An entertaining, mostly non-academic lunch with Acosta-Alzuru, Fink, Hollander and Hume (delayed by committee meeting, which is darn close to "delayed by death"). 

Lots of talk of apples. Preferred apples, heirloom apples, saving apples for later, the best age for apple trees and the heartbreak that an apple tree will put you through. (Fink, mostly, on that last one.)

Things we learned:
  • Fink believes apple trees do best along treelines
  • If a tree splits and the branches spike into the ground, they can root and continue to grow
  • Apples are not grown in Venezuela, and all those imported are "red"
  • Johnson prefers Empire apples, occasionally available at Publix now (which the author knew, being Johnson himself)
  • Hollander ate some sort of small, sour green apples as a child (no comments, please)
Lemon bar update: I failed to comment on last week's lemon bar which was, perhaps, the finest lemon bar I have ever consumed at the faculty center. It had a nice, sponge-cake like consistency with wafting overtones of lemonicity. Far superior to the gelatinous creations we consumed last semester.

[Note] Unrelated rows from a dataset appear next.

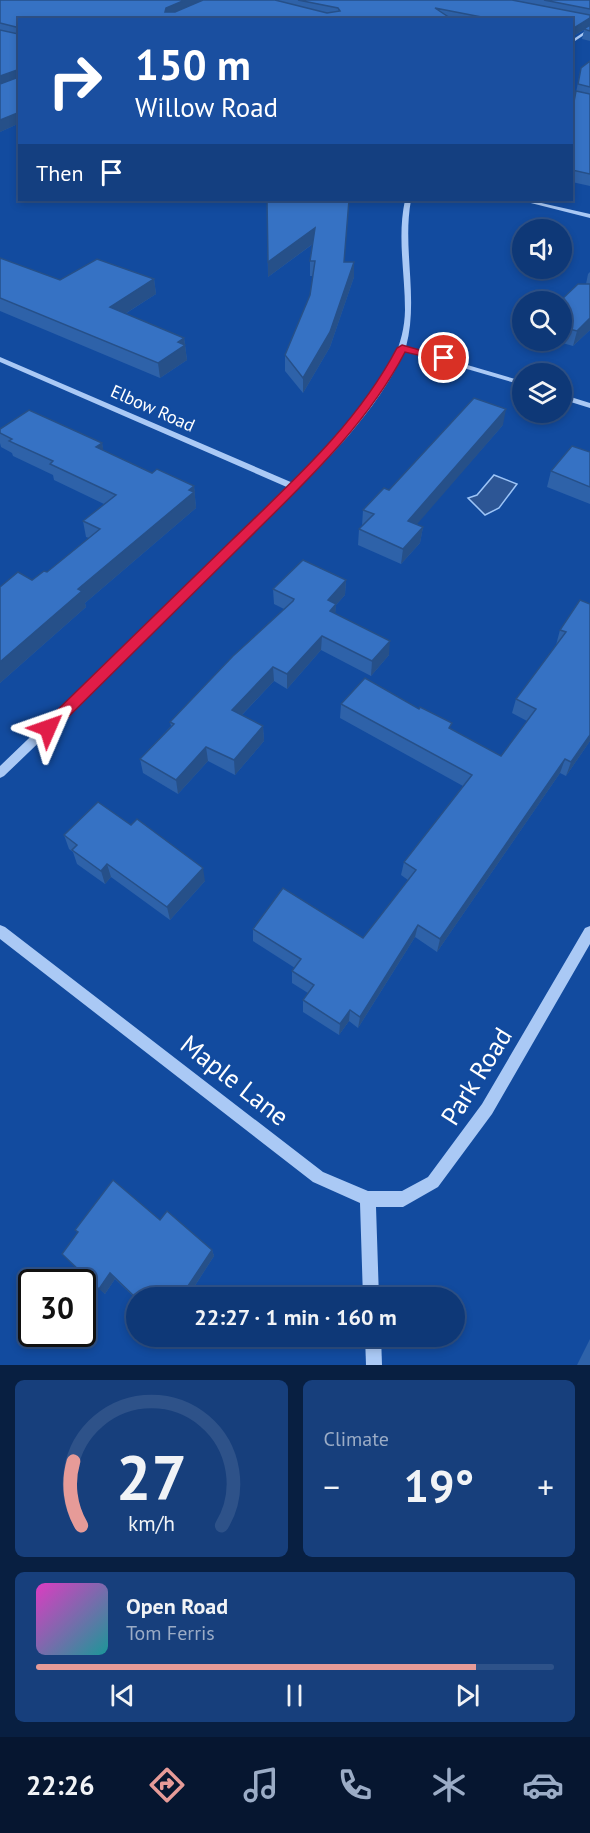 <!DOCTYPE html>
<meta charset="utf-8">
<style>
:root{--surface:#0e3877;--page:#173f7c;--text:#f1f3f6;--muted:#9bacc6;--line:#2e5289;--accent:#e69b98}
body{margin:0;font-family:"PT Sans",sans-serif;background:var(--page);color:var(--text);height:100vh;display:flex;flex-direction:column;font-size:22px;white-space:nowrap}
*{box-sizing:border-box;margin:0}
p{font-size:20px;color:var(--muted)}
.icon{flex:none;width:33px;height:33px;fill:none;stroke:currentColor;stroke-width:2;stroke-linecap:round;stroke-linejoin:round}
.map{position:relative;height:1365px;overflow:hidden}
.side{display:flex;flex-direction:column;gap:15px;padding:15px;background:#081f41;flex:1}
.side>*{flex:none}
.top-card{position:absolute;left:18px;top:18px;width:555px;height:183px;border-radius:0px;box-shadow:0 3px 9px #0003,0 0 0 2px var(--line);background:#1a4fa0;color:#fff;overflow:hidden}
.fabs{position:absolute;left:512px;top:219px;display:grid;gap:12px}
.fabs a{display:grid;place-items:center;width:60px;height:60px;border-radius:50%;background:var(--surface);box-shadow:0 3px 9px #0003,0 0 0 2px var(--line);font-size:30px}
.speed{position:absolute;left:18px;top:1269px;display:flex;gap:12px;font-size:30px;font-weight:700;text-align:center}
.speed>*{display:grid;place-content:center;width:78px;height:78px;border-radius:50%;background:var(--surface);box-shadow:0 3px 9px #0003,0 0 0 2px var(--line);line-height:1}
.speed .limit{border:3px solid #111;border-radius:9px;background:#fff;color:#111}
.pin{position:absolute;display:grid;place-items:center;width:51px;height:51px;color:#fff;margin:-26px;border:3px solid #fff;border-radius:50%;box-shadow:0 2px 6px #0007}
.me{position:absolute;width:66px;margin:-33px;rotate:47deg;stroke-linejoin:round;filter:drop-shadow(0 0 4px #0008)}
.turn{display:flex;align-items:center;gap:21px;height:126px;padding:0 18px;font-size:27px}
.turn .icon{width:78px;height:78px;stroke-width:2.5}
.turn b{display:block;font-size:42px;line-height:51px}
.then{display:flex;align-items:center;height:57px;padding:0 18px;background:#0003;gap:12px;font-size:22px}
.big{font-size:45px;font-weight:600;line-height:1.1}
.side .widget{flex:1;display:flex;flex-direction:column;justify-content:center;gap:9px;min-width:0;padding:0 21px;border-radius:9px;background:var(--page)}
.side .dial{align-items:center;gap:0}
.dial svg{height:156px;overflow:visible;fill:none;stroke:var(--line);stroke-width:7;stroke-linecap:round;text-anchor:middle}
.dial text{fill:var(--text);stroke:none}
.song{display:flex;align-items:center;gap:18px}
.cover{width:72px;height:72px;border-radius:9px;background:linear-gradient(135deg,hsl(310 70% 55%),hsl(180 70% 35%))}
.played{height:6px;border-radius:3px;background:linear-gradient(90deg,var(--accent) 85%,var(--line) 85%)}
.keys{display:flex;justify-content:space-around;direction:ltr}
.heat{display:flex;justify-content:space-between;align-items:center;font-size:33px;direction:ltr}
.side .tiles{flex:1;display:grid;gap:15px;grid-template-columns:1fr 1fr}
.widget:last-child{grid-column:span 2}
.trip{position:absolute;left:126px;top:1287px;width:339px;height:60px;border-radius:30px;background:var(--surface);box-shadow:0 3px 9px #0003,0 0 0 2px var(--line);font-weight:600;line-height:60px;text-align:center}
.tabs{display:flex;height:96px;justify-content:space-around;align-items:center;background:#061630;color:var(--muted)}
.tabs .icon{width:42px;height:42px}
.tabs .current{color:var(--accent)}
.tabs b{font-size:27px;color:var(--text)}
.map>svg:first-child{display:block}
</style>
<div class="map">
<svg width="590" height="1365" viewBox="0 0 590 1365">
<rect width="100%" height="100%" fill="#124b9f"/>
<!-- water -->
<path fill="#2d5695" stroke="#9cc4f7" stroke-width="1.5" d="M494,475L517,484L499,508L485,515L468,498L477,495Z"/>
<g fill="none" stroke-linecap="round" stroke-linejoin="round">
<!-- minor -->
<g fill="#aac9f5" fill-rule="evenodd">
<path d="M590,28V31L572,43V40Z"/>
<path d="M572,96L590,100V104L572,99Z"/>
<path d="M405,200H411C402,249 419,298 406,347L522,381V385L405,351C370,425 308,478 251,535C169,616 87,697 4,776L0,778V766L289,488L0,362V357L293,483C339,439 404,378 405,310C405,273 397,237 405,200Z"/>
<path d="M519,200H528L590,214V218Z"/>
<path d="M561,394L590,403V408L561,399Z"/>
<path d="M0,925L5,927L323,1172L368,1191H402L428,1177L482,1104L585,928L590,926V944L492,1114L438,1187L403,1207H376L379,1298H363L360,1203L313,1182L0,939Z"/>
<path d="M365,1336H381L382,1365H366Z"/>
</g>
</g>
<!-- wall -->
<g fill="#2e62a9">
<path d="M0,0H590V41L582,39L584,30L572,37V20H20V123L0,132Z"/>
<path d="M590,61V186L572,182V112L581,68Z"/>
<path d="M267,200L345,262L354,277L330,347L303,393L285,371V355L310,295L313,276H310V261L313,244L268,277Z"/>
<path d="M0,258L60,280L154,279L156,294L125,314L184,338L187,360L160,378L0,311Z"/>
<path d="M590,272V330L573,346L552,340H561V302L586,284L588,274Z"/>
<path d="M503,425L416,524L423,527L420,543L401,564L358,545L359,529L362,526L363,510L389,490Z"/>
<path d="M0,429L102,443L103,450L152,473L194,486L196,508L85,603L86,607L0,683V587L32,580L47,572L89,538L86,537L83,521L104,504L54,480L53,475L13,456L12,453L1,447L0,443Z"/>
<path d="M590,452V504L547,487L551,471Z"/>
<path d="M346,580L345,595L336,605L335,613L389,655L371,676L321,650L287,689L274,681L242,715L263,726L264,741L235,775L208,761L178,794L143,773L140,759L171,726L170,722L284,609L274,604L273,589Z"/>
<path d="M580,600L590,741L566,776L560,773L437,952L415,937L358,1028L349,1021L339,1035L303,1012V1000L308,993L292,983V971L295,968L253,941V929L363,938L408,880L401,875L404,862L463,786L340,718L341,704L451,729L501,756L527,721L512,713L516,699L556,645L560,630Z"/>
<path d="M64,835L205,881L170,920L111,877L105,884L77,864L73,852L69,849Z"/>
<path d="M160,1220L212,1250L214,1256L187,1298H136V1299L115,1279L105,1294L62,1254L78,1233L75,1230Z"/>
<path d="M590,1339V1365H577Z"/>
</g>
<!-- shaded-wall -->
<g fill="#265089">
<path d="M185,0H207L167,20L165,12L166,8Z"/>
<path d="M590,18V26L572,37L574,28Z"/>
<path d="M17,70L19,80L0,87V76Z"/>
<path d="M20,112V123L0,132V120Z"/>
<path d="M315,228L314,243L268,277V262Z"/>
<path d="M354,262V277L330,347L303,393V378Z"/>
<path d="M154,279L156,294L112,322L110,307Z"/>
<path d="M590,318V330L573,346L577,331Z"/>
<path d="M184,338L187,360L160,378L158,363L178,342Z"/>
<path d="M506,409L503,425L406,537L408,521Z"/>
<path d="M102,443L105,458L96,447Z"/>
<path d="M194,486L196,508L85,603L86,607L0,683V662L78,589Z"/>
<path d="M423,527L420,543L401,564L403,549Z"/>
<path d="M346,580L345,595L336,605L335,619L330,612L328,600Z"/>
<path d="M322,636L321,650L287,689V674Z"/>
<path d="M390,641L389,655L371,676L372,661Z"/>
<path d="M273,667L274,681L233,724L232,710Z"/>
<path d="M263,726L264,741L235,775L234,760Z"/>
<path d="M590,735V741L566,776L571,762Z"/>
<path d="M206,747L208,761L178,794L176,780Z"/>
<path d="M565,759L560,773L437,952L440,939Z"/>
<path d="M107,864L111,877L105,884L101,871Z"/>
<path d="M203,868L205,881L170,920L167,907Z"/>
<path d="M418,925L415,937L358,1028L360,1017Z"/>
<path d="M350,1010L349,1021L339,1035L340,1024Z"/>
<path d="M212,1250L214,1256L187,1298H180Z"/>
<path d="M110,1273L115,1279L105,1294L99,1289Z"/>
</g>
<!-- building -->
<g fill="#3672c4" stroke="#265089" stroke-width="1.5">
<path d="M0,0H185L166,8L165,12H175L203,0H275L327,13L340,11L338,8L298,0H512L590,15V18L574,28L572,27V20H497L435,8L453,20H20V28L0,23Z"/>
<path d="M544,0H590V9Z"/>
<path d="M590,25V31L584,29Z"/>
<path d="M20,29V71L17,70L0,76V30L18,34Z"/>
<path d="M590,61V87L578,84L581,68Z"/>
<path d="M20,74V112L0,120V84L19,77Z"/>
<path d="M576,91L590,94V174L572,170V112Z"/>
<path d="M267,200H349L344,262H354L330,332L303,378L285,355L310,295L315,261H310L315,228L268,262Z"/>
<path d="M0,258L60,280L97,259L154,279L110,307L184,338L178,342L185,345L158,363L0,298Z"/>
<path d="M578,284H590V318L577,331L561,327V302H559Z"/>
<path d="M474,398L506,409L408,521L423,527L403,549L359,529L374,514L363,510L384,488L389,490Z"/>
<path d="M29,410L102,443L96,447L152,473L157,469L194,486L189,490L194,492L78,589L82,591L0,662V587L18,572L32,580L44,571L47,572L100,529L83,521L116,495L50,464L53,461L9,441L12,439L0,433V429Z"/>
<path d="M572,446L590,452V487L551,471Z"/>
<path d="M303,560L346,580L328,600L336,604L330,611L390,641L372,661L322,636L287,674L273,667L232,710L263,726L234,760L206,747L176,780L140,759L174,724L170,722L233,656L293,601L294,599L273,589Z"/>
<path d="M580,600L590,604V735L571,762L565,759L440,939L418,925L360,1017L350,1010L340,1024L303,1000L314,985L292,971L301,959L253,929L283,888L363,938L416,870L404,862L472,775L341,704L365,678L419,709L420,707L452,723L449,728L501,756L536,709L516,699L566,632L560,630Z"/>
<path d="M98,802L131,825L137,819L203,868L167,907L107,864L101,871L72,850L77,845L64,835Z"/>
<path d="M113,1180L160,1220L167,1211L212,1250L180,1298H136L110,1273L99,1289L62,1254L78,1232L75,1230Z"/>
</g>
<!-- route -->
<path fill="#e11d48" stroke="#92132f" stroke-width="1.5" d="M402,345L448,358L444,361L405,352C366,427 301,486 241,546C178,608 116,670 53,732H43V724C106,663 169,601 232,540C294,480 357,424 397,348Z"/>
<g text-anchor="middle" dominant-baseline="central" stroke-width="4.5" stroke-linejoin="round" paint-order="stroke">
<!-- far-street labels -->
<g font-size="18" fill="#fff" stroke="#124b9f">
<text transform="translate(153 408) rotate(24)">Elbow Road</text>
</g>
<!-- near-street labels -->
<g font-size="26" fill="#fff" stroke="#124b9f">
<text transform="translate(476 1076) rotate(-58)">Park Road</text>
<text transform="translate(235 1080) rotate(38)">Maple Lane</text>
</g>
</g>
</svg>
<div class="fabs">
<a><svg class="icon" aria-label="sound" viewBox="0 0 24 24"><path d="M4 9h4l5-4v14l-5-4H4zM17 9q2 3 0 6"/></svg></a>
<a><svg class="icon" aria-label="search" viewBox="0 0 24 24"><circle cx="10" cy="10" r="6"/><path d="M15 15l6 6"/></svg></a>
<a><svg class="icon" aria-label="layers" viewBox="0 0 24 24"><path d="M12 4l9 5-9 5-9-5zM3 14l9 5 9-5"/></svg></a>
</div>
<div class="speed"><div class="limit">30</div></div>
<div class="pin" style="left:444px;top:358px;background:#d93025"><svg class="icon" aria-label="arrive" viewBox="0 0 24 24"><path d="M6 21V4h12l-3 4 3 4H6"/></svg></div>
<svg class="me" style="left:48px;top:728px" viewBox="-20 -20 40 40"><path d="M0-17L14 15 0 8-14 15z" fill="#e11d48" stroke="#fff" stroke-width="4"/></svg>
<div class="trip">22:27 · 1 min · 160 m</div>
<div class="top-card">
<div class="turn"><svg class="icon" aria-label="right" viewBox="0 0 24 24"><path d="M7 20v-9h11M14 6l5 5-5 5"/></svg><div><b>150 m</b>Willow Road</div></div>
<div class="then">Then<svg class="icon" aria-label="arrive" viewBox="0 0 24 24"><path d="M6 21V4h12l-3 4 3 4H6"/></svg></div>
</div>
</div>
<section class="side">
<div class="tiles">
<div class="widget dial"><svg viewBox="0 0 100 80">
<path d="M14 69A42 42 0 1 1 86 69"/>
<path d="M14 69A42 42 0 0 1 10 36" stroke="#e69b98"/>
<text x="50" y="56" font-size="32" font-weight="700">27</text>
<text x="50" y="72" font-size="11">km/h</text>
</svg></div>
<div class="widget"><p>Climate</p>
<div class="heat"><a>−</a><b class="big">19°</b><a>+</a></div>
</div>
<div class="widget">
<div class="song"><i class="cover"></i><div><b>Open Road</b><p>Tom Ferris</p></div></div>
<div class="played"></div>
<div class="keys"><svg class="icon" aria-label="previous" viewBox="0 0 24 24"><path d="M18 5L8 12l10 7zM5 5v14"/></svg><svg class="icon" aria-label="pause" viewBox="0 0 24 24"><path d="M8 5v14M16 5v14"/></svg><svg class="icon" aria-label="next" viewBox="0 0 24 24"><path d="M6 5l10 7-10 7zM19 5v14"/></svg></div>
</div>
</div>
</section>
<nav class="tabs">
<b>22:26</b>
<svg class="icon current" aria-label="directions" viewBox="0 0 24 24"><path d="M12 3l9 9-9 9-9-9zM9 14v-3h6M13 9l2 2-2 2"/></svg>
<svg class="icon" aria-label="music" viewBox="0 0 24 24"><path d="M9 18V5l10-2v13"/><circle cx="6" cy="18" r="3"/><circle cx="16" cy="16" r="3"/></svg>
<svg class="icon" aria-label="phone" viewBox="0 0 24 24"><path d="M5 4h4l2 5-3 2q2 4 5 5l2-3 5 2v4C11 20 4 13 5 4z"/></svg>
<svg class="icon" aria-label="climate" viewBox="0 0 24 24"><path d="M12 3v18M4 7l16 10M4 17L20 7"/></svg>
<svg class="icon" aria-label="car" viewBox="0 0 24 24"><path d="M5 17H2v-5l4-1 3-4h7l3 4 3 1v5h-3M9 17h6M6 11h13"/><circle cx="7" cy="17" r="2"/><circle cx="17" cy="17" r="2"/></svg>
</nav>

This weeks again had a decent consistency, though perhaps slightly more dense than last weeks, but had hidden pockets of lemon situated quite far from the edges. Some discussion on how they managed to center the lemonicity in a bar cut from a pan. 

1 comment:

Hollander said...

I dunno how they manage the lemon bar trick, but it probably has something to do with heirloom apples.

And yes, I ate sour green apples as a child. Nuff said.